Bluff Springs Township is one of eleven townships in Cass County, Illinois, USA. As of the 2020 census, its population was 886 and it contained 384 housing units.

==Geography==
According to the 2010 census, the township has a total area of 59.72 sqmi, of which 57.75 sqmi (or 96.70%) is land and 1.97 sqmi (or 3.30%) is water.

===Unincorporated towns===
- Bluff Springs
(This list is based on USGS data and may include former settlements.)

===Cemeteries===
The township contains these seven cemeteries: Beard, Carr, Dupes, Hager, Lee, McLane and Wells.

===Major highways===
- Illinois Route 125

===Rivers===
- Little Sangamon River
- Sangamon River

===Lakes===
- Clear Lake
- Cottonwood Lake
- Eagle Lake

==Demographics==

As of the 2020 census there were 886 people, 219 households, and 177 families residing in the township. The population density was 14.87 PD/sqmi. There were 384 housing units at an average density of 6.44 /sqmi. The racial makeup of the township was 90.41% White, 0.00% African American, 0.45% Native American, 0.45% Asian, 0.45% Pacific Islander, 5.76% from other races, and 2.48% from two or more races. Hispanic or Latino of any race were 10.16% of the population.

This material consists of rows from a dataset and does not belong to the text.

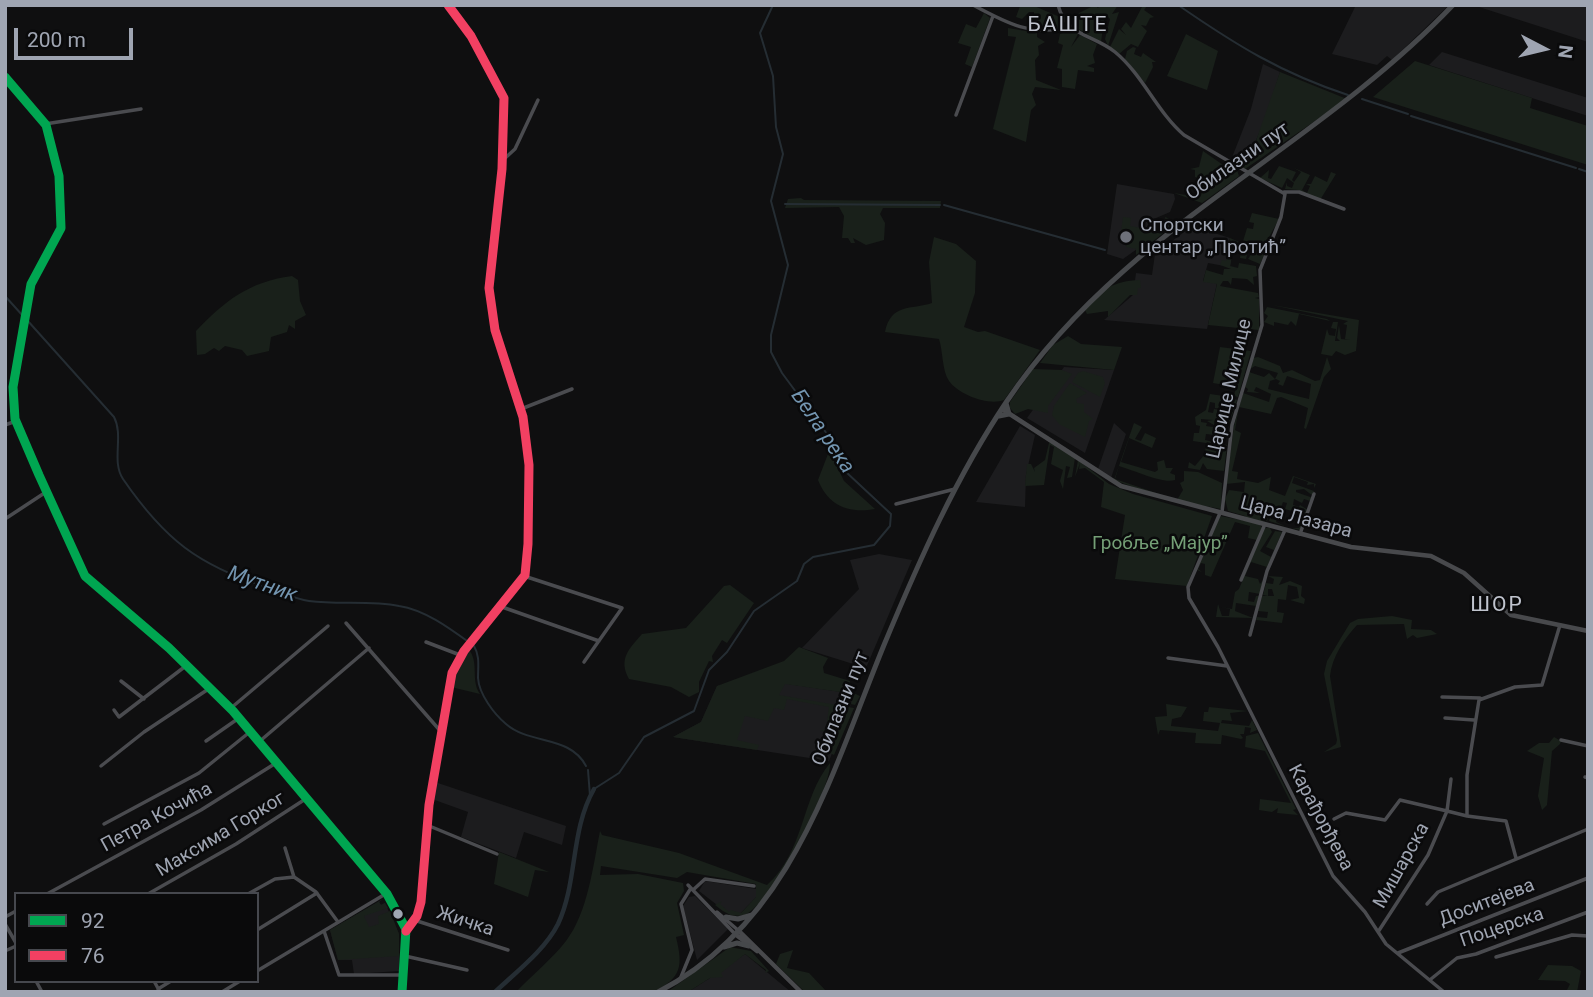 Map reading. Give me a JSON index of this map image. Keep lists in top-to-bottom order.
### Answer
{
  "streets": {
    "main road": ["Обилазни пут"],
    "street": [
      "Царице Милице",
      "Цара Лазара",
      "Петра Кочића",
      "Карађорђева",
      "Максима Горког",
      "Мишарска",
      "Доситејева",
      "Жичка",
      "Поцерска"
    ]
  },
  "crossings": [
    ["Обилазни пут", "Цара Лазара"],
    ["Царице Милице", "Цара Лазара"],
    ["Царице Милице", "Карађорђева"],
    ["Цара Лазара", "Карађорђева"],
    ["Карађорђева", "Мишарска"],
    ["Карађорђева", "Доситејева"],
    ["Карађорђева", "Поцерска"]
  ],
  "districts": ["БАШТЕ", "ШОР"],
  "water": ["Бела река", "Мутник"],
  "parks": ["Гробље „Мајур”"],
  "places": ["Спортски центар „Протић”"],
  "lines": ["transit line 76", "transit line 92"],
  "legend": ["92", "76"],
  "scale_bar": "200 m",
  "north": "right"
}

There were 219 households, out of which 42.00% had children under the age of 18 living with them, 65.30% were married couples living together, 11.42% had a female householder with no spouse present, and 19.18% were non-families. 7.80% of all households were made up of individuals, and 5.00% had someone living alone who was 65 years of age or older. The average household size was 2.62 and the average family size was 2.74.

The township's age distribution consisted of 18.5% under the age of 18, 6.7% from 18 to 24, 21.2% from 25 to 44, 41.6% from 45 to 64, and 12.0% who were 65 years of age or older. The median age was 46.8 years. For every 100 females, there were 120.4 males. For every 100 females age 18 and over, there were 112.5 males.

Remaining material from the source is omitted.